> [Information given]
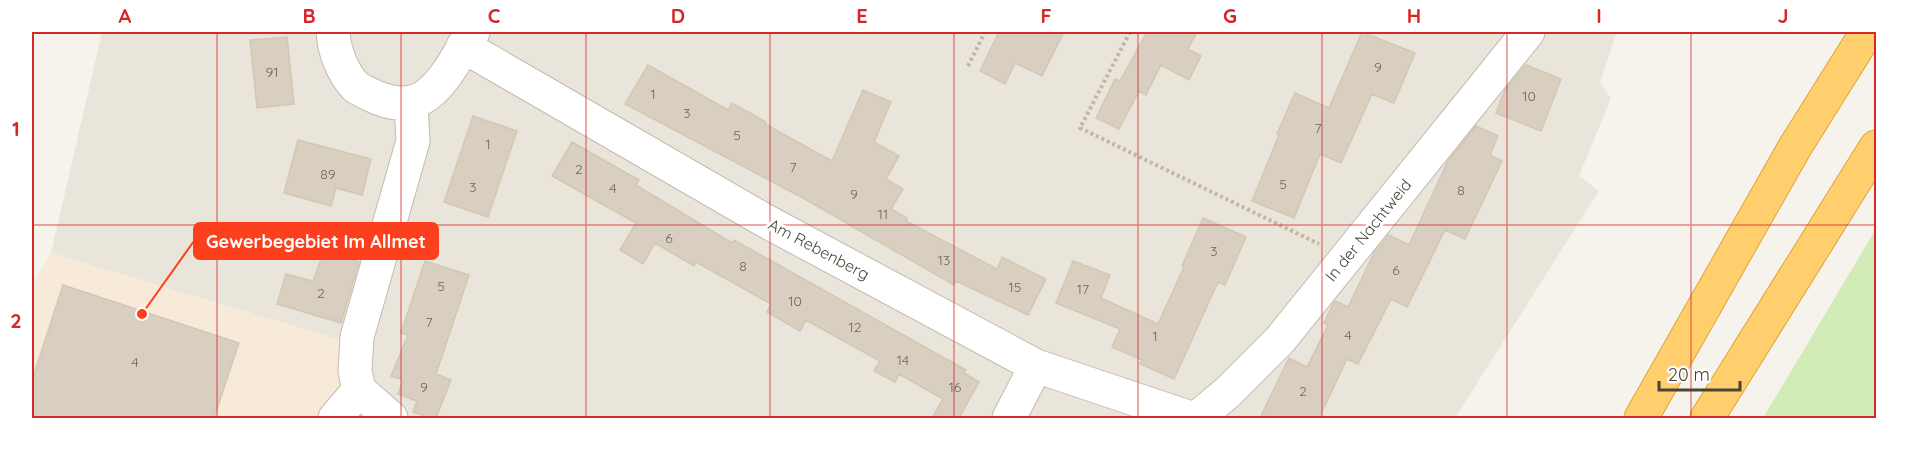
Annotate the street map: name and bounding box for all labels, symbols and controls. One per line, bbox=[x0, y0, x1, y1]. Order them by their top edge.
text: A bbox=[119, 3, 132, 28]
text: B bbox=[302, 3, 316, 28]
text: C bbox=[488, 3, 501, 28]
text: D bbox=[671, 3, 685, 28]
text: E bbox=[856, 3, 868, 28]
text: F bbox=[1040, 3, 1052, 28]
text: G bbox=[1223, 3, 1237, 28]
text: H bbox=[1407, 3, 1421, 28]
text: I bbox=[1596, 3, 1602, 28]
text: J bbox=[1777, 3, 1789, 28]
house number: 9 bbox=[1374, 58, 1382, 76]
house number: 91 bbox=[265, 63, 279, 81]
house number: 1 bbox=[650, 85, 656, 103]
house number: 10 bbox=[1522, 87, 1536, 105]
house number: 3 bbox=[683, 104, 691, 122]
text: 1 bbox=[12, 116, 20, 141]
house number: 7 bbox=[1314, 119, 1322, 137]
house number: 5 bbox=[733, 126, 741, 144]
house number: 1 bbox=[485, 135, 491, 153]
house number: 7 bbox=[789, 158, 797, 176]
house number: 2 bbox=[575, 160, 583, 178]
house number: 89 bbox=[320, 165, 336, 183]
house number: 5 bbox=[1279, 175, 1287, 193]
street label: In der Nachtweid bbox=[1321, 175, 1415, 285]
house number: 3 bbox=[469, 178, 477, 196]
house number: 4 bbox=[609, 179, 617, 197]
house number: 8 bbox=[1457, 181, 1465, 199]
house number: 9 bbox=[850, 185, 858, 203]
house number: 11 bbox=[878, 205, 888, 223]
street label: Am Rebenberg bbox=[765, 214, 873, 284]
callout: Gewerbegebiet Im Allmet bbox=[194, 223, 438, 259]
house number: 6 bbox=[665, 229, 673, 247]
text: Gewerbegebiet Im Allmet bbox=[206, 230, 426, 253]
house number: 3 bbox=[1210, 242, 1218, 260]
house number: 13 bbox=[938, 251, 950, 269]
house number: 8 bbox=[739, 257, 747, 275]
house number: 6 bbox=[1392, 261, 1400, 279]
house number: 5 bbox=[437, 277, 445, 295]
house number: 15 bbox=[1009, 278, 1021, 296]
house number: 17 bbox=[1077, 280, 1089, 298]
house number: 2 bbox=[317, 284, 325, 302]
house number: 10 bbox=[788, 292, 802, 310]
text: 2 bbox=[10, 308, 22, 333]
house number: 7 bbox=[425, 313, 433, 331]
house number: 12 bbox=[849, 318, 862, 336]
house number: 4 bbox=[1344, 326, 1352, 344]
house number: 1 bbox=[1152, 327, 1158, 345]
house number: 14 bbox=[897, 351, 909, 369]
house number: 4 bbox=[131, 353, 139, 371]
scale bar bbox=[1659, 354, 1740, 392]
text: 20 m bbox=[1668, 363, 1710, 386]
house number: 9 bbox=[420, 378, 428, 396]
house number: 16 bbox=[949, 378, 962, 396]
house number: 2 bbox=[1299, 382, 1307, 400]

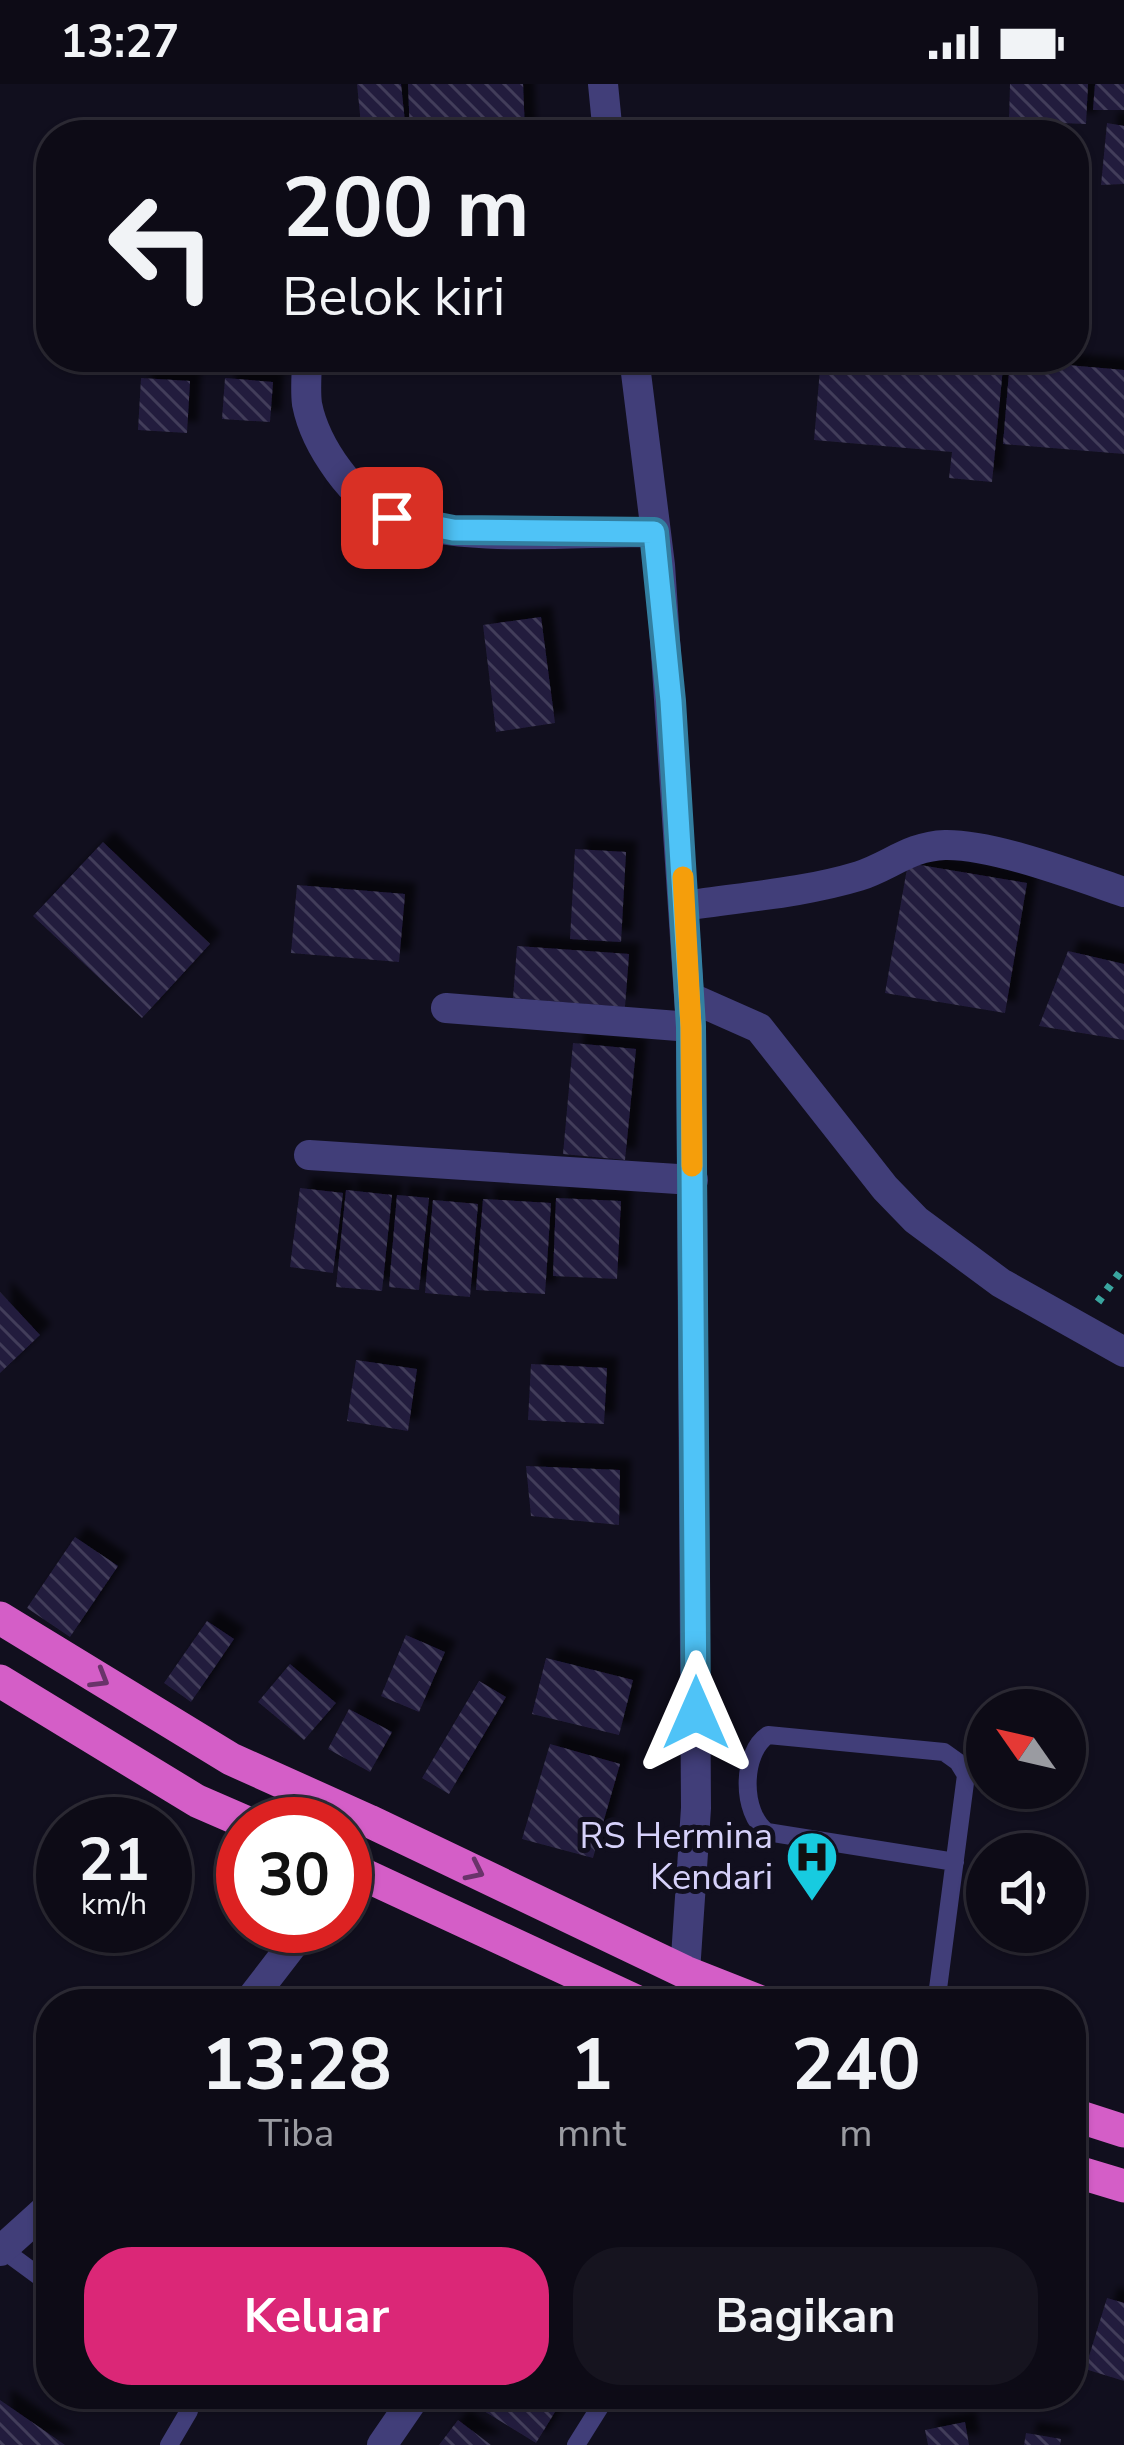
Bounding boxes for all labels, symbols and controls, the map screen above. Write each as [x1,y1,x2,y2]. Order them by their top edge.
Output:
text: 13:27 [60,12,179,73]
text: 200 m [282,151,530,266]
icon: left [84,168,240,324]
text: Belok kiri [282,260,505,334]
pin [341,467,443,569]
icon: arrive [359,485,425,551]
position arrow [633,1650,759,1776]
one-way arrow [87,1665,109,1687]
north arrow [966,1689,1086,1809]
map controls [966,1689,1086,1953]
speed limit sign: 30 [216,1797,372,1953]
place label: RS Hermina Kendari [579,1812,773,1902]
text: 21 [78,1819,150,1901]
hospital icon: RS Hermina Kendari [784,1829,840,1903]
button: sound [966,1833,1086,1953]
one-way arrow [462,1857,484,1880]
text: km/h [81,1884,147,1925]
text: 13:28 [201,2016,392,2114]
text: 1 [570,2016,613,2114]
text: 240 [791,2016,921,2114]
text: Tiba [258,2107,334,2160]
text: mnt [557,2107,626,2160]
text: m [839,2107,873,2160]
button: Keluar [84,2247,549,2385]
button: Bagikan [573,2247,1038,2385]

> [Activity] If pictures appear in the data, do not print them; repeat the rest exactly.

> [Response to this task]
Annotate the street map: name and bounding box for all labels, symbols and controls. One per line, bbox=[x0, y0, x1, y1]. Order them by their top edge.
text: A bbox=[119, 3, 132, 28]
text: B bbox=[302, 3, 316, 28]
text: C bbox=[488, 3, 501, 28]
text: D bbox=[671, 3, 685, 28]
text: E bbox=[856, 3, 868, 28]
text: F bbox=[1040, 3, 1052, 28]
text: G bbox=[1223, 3, 1237, 28]
text: H bbox=[1407, 3, 1421, 28]
text: I bbox=[1596, 3, 1602, 28]
text: J bbox=[1777, 3, 1789, 28]
house number: 9 bbox=[1374, 58, 1382, 76]
house number: 91 bbox=[265, 63, 279, 81]
house number: 1 bbox=[650, 85, 656, 103]
house number: 10 bbox=[1522, 87, 1536, 105]
house number: 3 bbox=[683, 104, 691, 122]
text: 1 bbox=[12, 116, 20, 141]
house number: 7 bbox=[1314, 119, 1322, 137]
house number: 5 bbox=[733, 126, 741, 144]
house number: 1 bbox=[485, 135, 491, 153]
house number: 7 bbox=[789, 158, 797, 176]
house number: 2 bbox=[575, 160, 583, 178]
house number: 89 bbox=[320, 165, 336, 183]
house number: 5 bbox=[1279, 175, 1287, 193]
street label: In der Nachtweid bbox=[1321, 175, 1415, 285]
house number: 3 bbox=[469, 178, 477, 196]
house number: 4 bbox=[609, 179, 617, 197]
house number: 8 bbox=[1457, 181, 1465, 199]
house number: 9 bbox=[850, 185, 858, 203]
house number: 11 bbox=[878, 205, 888, 223]
street label: Am Rebenberg bbox=[765, 214, 873, 284]
callout: Gewerbegebiet Im Allmet bbox=[194, 223, 438, 259]
house number: 6 bbox=[665, 229, 673, 247]
text: Gewerbegebiet Im Allmet bbox=[206, 230, 426, 253]
house number: 3 bbox=[1210, 242, 1218, 260]
house number: 13 bbox=[938, 251, 950, 269]
house number: 8 bbox=[739, 257, 747, 275]
house number: 6 bbox=[1392, 261, 1400, 279]
house number: 5 bbox=[437, 277, 445, 295]
house number: 15 bbox=[1009, 278, 1021, 296]
house number: 17 bbox=[1077, 280, 1089, 298]
house number: 2 bbox=[317, 284, 325, 302]
house number: 10 bbox=[788, 292, 802, 310]
text: 2 bbox=[10, 308, 22, 333]
house number: 7 bbox=[425, 313, 433, 331]
house number: 12 bbox=[849, 318, 862, 336]
house number: 4 bbox=[1344, 326, 1352, 344]
house number: 1 bbox=[1152, 327, 1158, 345]
house number: 14 bbox=[897, 351, 909, 369]
house number: 4 bbox=[131, 353, 139, 371]
scale bar bbox=[1659, 354, 1740, 392]
text: 20 m bbox=[1668, 363, 1710, 386]
house number: 9 bbox=[420, 378, 428, 396]
house number: 16 bbox=[949, 378, 962, 396]
house number: 2 bbox=[1299, 382, 1307, 400]

Bounding boxes for all labels, symbols and controls, the map screen above. Write each as [x1,y1,x2,y2]. Order them by their top edge.
Output:
text: 13:27 [60,12,179,73]
text: 200 m [282,151,530,266]
icon: left [84,168,240,324]
text: Belok kiri [282,260,505,334]
pin [341,467,443,569]
icon: arrive [359,485,425,551]
position arrow [633,1650,759,1776]
one-way arrow [87,1665,109,1687]
north arrow [966,1689,1086,1809]
map controls [966,1689,1086,1953]
speed limit sign: 30 [216,1797,372,1953]
place label: RS Hermina Kendari [579,1812,773,1902]
text: 21 [78,1819,150,1901]
hospital icon: RS Hermina Kendari [784,1829,840,1903]
button: sound [966,1833,1086,1953]
one-way arrow [462,1857,484,1880]
text: km/h [81,1884,147,1925]
text: 13:28 [201,2016,392,2114]
text: 1 [570,2016,613,2114]
text: 240 [791,2016,921,2114]
text: Tiba [258,2107,334,2160]
text: mnt [557,2107,626,2160]
text: m [839,2107,873,2160]
button: Keluar [84,2247,549,2385]
button: Bagikan [573,2247,1038,2385]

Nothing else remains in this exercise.